AnandTech reported that Qualcomm's Cloud AI 100 reasoning chip platform, announced last year, has been put into production and sample to customers, and is expected to achieve commercial delivery in the first half of 2021. Although more inclined
With the chip beginning to sample, the high pass cloud AI 100 reasoning chip has finally moved from the laboratory to reality, and has disclosed many details about its architecture design, performance and power consumption goals.
It is reported that Qualcomm has provided three different packaging forms for commercial deployment, including the mature PCIe 4.0 X8 interface (realizing 400 tops computing power on 75W TDP), and dm.2 and dm.2e interfaces (25W / 15W TDP).
The shape of dm.2 is similar to two m.2 connectors adjacent to each other, so it is very popular in the enterprise market. Dm.2e is smaller in size and lower in package power consumption.
From the perspective of architecture, the design draws on the rich experience of the neural processing unit (NPU) deployed by Qualcomm on the snapdragon mobile SOC, but is still based on a unique architecture design that is completely optimized for enterprise workload.
The biggest advantage of dedicated AI design compared with current general computing hardware (CPU /GPU /FPGA) is that it can be implemented
It is said that cloud AI 100 has achieved a significant leap in performance per watt compared with competitors, and Qualcomm shows a relatively fair comparison in another chart.
Interestingly, it can even beat NVIDIA's 250W A100 accelerator in a 75W PCIe form factor. At the same time, the performance of Intel Goya accelerator is doubled when the power consumption is reduced by 25%.
This kind of performance data makes many people feel incredible, but judging from the chip specifications of cloud A100, things are not simple. The chip contains 16 sets of AI cores and int8 inference throughput of 400 tops.

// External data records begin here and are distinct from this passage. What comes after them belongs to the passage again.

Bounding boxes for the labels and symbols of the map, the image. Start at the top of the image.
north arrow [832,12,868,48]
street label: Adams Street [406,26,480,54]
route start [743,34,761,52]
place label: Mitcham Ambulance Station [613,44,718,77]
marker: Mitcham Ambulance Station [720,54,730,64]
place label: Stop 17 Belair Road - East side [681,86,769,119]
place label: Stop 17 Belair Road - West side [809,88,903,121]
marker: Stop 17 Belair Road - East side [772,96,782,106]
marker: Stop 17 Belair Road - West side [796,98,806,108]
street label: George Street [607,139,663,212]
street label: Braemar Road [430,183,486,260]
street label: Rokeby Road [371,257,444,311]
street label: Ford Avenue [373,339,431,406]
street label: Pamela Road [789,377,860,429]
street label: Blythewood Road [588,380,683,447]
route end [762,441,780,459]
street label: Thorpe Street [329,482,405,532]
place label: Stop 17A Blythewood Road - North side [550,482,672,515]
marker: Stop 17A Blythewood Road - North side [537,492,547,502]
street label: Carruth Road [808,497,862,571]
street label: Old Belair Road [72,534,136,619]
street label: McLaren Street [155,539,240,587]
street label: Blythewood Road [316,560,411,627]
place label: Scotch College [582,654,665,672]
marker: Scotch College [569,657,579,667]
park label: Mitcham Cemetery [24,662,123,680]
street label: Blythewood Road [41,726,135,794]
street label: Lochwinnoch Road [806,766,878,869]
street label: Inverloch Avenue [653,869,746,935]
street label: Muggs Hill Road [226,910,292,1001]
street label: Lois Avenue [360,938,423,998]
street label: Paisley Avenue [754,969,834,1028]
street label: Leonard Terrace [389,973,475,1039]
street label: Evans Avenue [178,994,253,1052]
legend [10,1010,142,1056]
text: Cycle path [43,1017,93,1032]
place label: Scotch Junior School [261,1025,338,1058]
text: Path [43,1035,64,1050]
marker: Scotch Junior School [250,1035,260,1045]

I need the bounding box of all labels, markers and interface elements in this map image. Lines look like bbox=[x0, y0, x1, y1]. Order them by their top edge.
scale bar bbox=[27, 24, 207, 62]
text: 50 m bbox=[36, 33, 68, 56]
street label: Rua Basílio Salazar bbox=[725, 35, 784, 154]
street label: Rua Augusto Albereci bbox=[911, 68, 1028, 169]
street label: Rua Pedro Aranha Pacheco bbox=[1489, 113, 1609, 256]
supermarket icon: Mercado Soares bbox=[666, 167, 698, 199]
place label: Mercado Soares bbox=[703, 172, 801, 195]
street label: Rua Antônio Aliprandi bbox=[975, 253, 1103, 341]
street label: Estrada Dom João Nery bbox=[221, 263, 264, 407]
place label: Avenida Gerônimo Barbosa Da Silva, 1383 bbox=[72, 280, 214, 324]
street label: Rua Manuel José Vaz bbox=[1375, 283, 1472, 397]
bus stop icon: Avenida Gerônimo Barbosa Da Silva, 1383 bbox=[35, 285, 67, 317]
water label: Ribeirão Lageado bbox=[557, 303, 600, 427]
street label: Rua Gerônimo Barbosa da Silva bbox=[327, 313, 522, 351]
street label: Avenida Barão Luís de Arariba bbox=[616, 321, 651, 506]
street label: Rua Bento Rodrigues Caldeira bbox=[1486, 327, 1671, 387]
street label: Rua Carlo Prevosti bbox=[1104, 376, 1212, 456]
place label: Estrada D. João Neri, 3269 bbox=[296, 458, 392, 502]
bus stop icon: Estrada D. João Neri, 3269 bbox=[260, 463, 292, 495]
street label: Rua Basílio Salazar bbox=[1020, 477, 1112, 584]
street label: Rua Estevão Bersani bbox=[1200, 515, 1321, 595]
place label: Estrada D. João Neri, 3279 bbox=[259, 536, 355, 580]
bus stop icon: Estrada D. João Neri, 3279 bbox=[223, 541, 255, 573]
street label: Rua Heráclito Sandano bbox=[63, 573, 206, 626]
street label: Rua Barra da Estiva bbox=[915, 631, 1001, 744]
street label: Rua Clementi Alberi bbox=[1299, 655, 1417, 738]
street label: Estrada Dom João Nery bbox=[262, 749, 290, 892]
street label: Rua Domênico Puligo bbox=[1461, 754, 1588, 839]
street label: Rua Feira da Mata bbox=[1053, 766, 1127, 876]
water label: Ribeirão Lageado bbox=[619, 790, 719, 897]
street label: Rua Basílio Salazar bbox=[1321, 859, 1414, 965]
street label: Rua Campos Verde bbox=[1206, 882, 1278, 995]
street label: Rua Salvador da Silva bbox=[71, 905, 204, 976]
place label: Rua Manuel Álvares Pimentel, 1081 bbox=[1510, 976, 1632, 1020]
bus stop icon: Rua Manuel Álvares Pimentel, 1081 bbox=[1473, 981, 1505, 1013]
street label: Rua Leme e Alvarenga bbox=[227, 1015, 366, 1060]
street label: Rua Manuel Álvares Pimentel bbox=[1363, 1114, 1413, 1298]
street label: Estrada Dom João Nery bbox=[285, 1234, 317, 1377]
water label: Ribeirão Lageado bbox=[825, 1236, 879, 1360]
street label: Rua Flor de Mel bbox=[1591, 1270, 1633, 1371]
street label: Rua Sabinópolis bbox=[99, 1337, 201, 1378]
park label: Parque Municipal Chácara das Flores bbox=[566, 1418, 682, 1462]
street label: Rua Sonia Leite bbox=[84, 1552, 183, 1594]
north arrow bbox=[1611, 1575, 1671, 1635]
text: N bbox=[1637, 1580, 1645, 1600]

It is supplemented by 4-channel @ 64 bit lpddr4x-4200 (2100mhz) memory controller. Each controller manages four 16 bit channels, and the total system bandwidth reaches 134 GB / s.
If you are familiar with the current AI accelerator design, you will know that there is a big gap between the bandwidth of Intel Goya and NVIDIA A100, because the latter has high bandwidth cache (hbm2) and bandwidth up to 1-1.6 TB / s.
Even so, Qualcomm managed to equip cloud AI 100 platform with 144MB on-chip SRAM cache to achieve the highest possible storage traffic.
Qualcomm acknowledges that the performance of the architecture will be different when the memory footprint of the workload exceeds the on-chip SRAM. But for the target customers, such a balanced design is still intentional.
In the future, the company also looks forward to a larger kernel and scale out across multiple cloud AI 100 accelerators. When asked how to achieve a dynamic power consumption range of 15W to 75W, Qualcomm announced that it was adjusting the frequency / voltage curve and modulating the number of AI cores.
Imagine a complete set of 400 tops 75W design, including a high frequency chip. The 15W TDP version may be running at a lower frequency. At the same time, the 7Nm process node is helpful to further reduce the power consumption.
In terms of precision, the architecture of cloud AI 100 supports the precision of int8 / int16 and fp16 / fp32, which can bring enough flexibility. Qualcomm also provides a set of SDKs to provide exchange format and framework support for industry standards.
Qualcomm is currently providing customers with samples of cloud AI 100 inference accelerators, which are mainly deployed for edge reasoning workloads in the industrial and commercial domains.
To drive the ecosystem and support software development, the company also launched a new cloud edge AI 100 development kit, which includes a small computing device integrated with the accelerator, a snapdragon 865 SOC, and an x555g modem for cellular connectivity.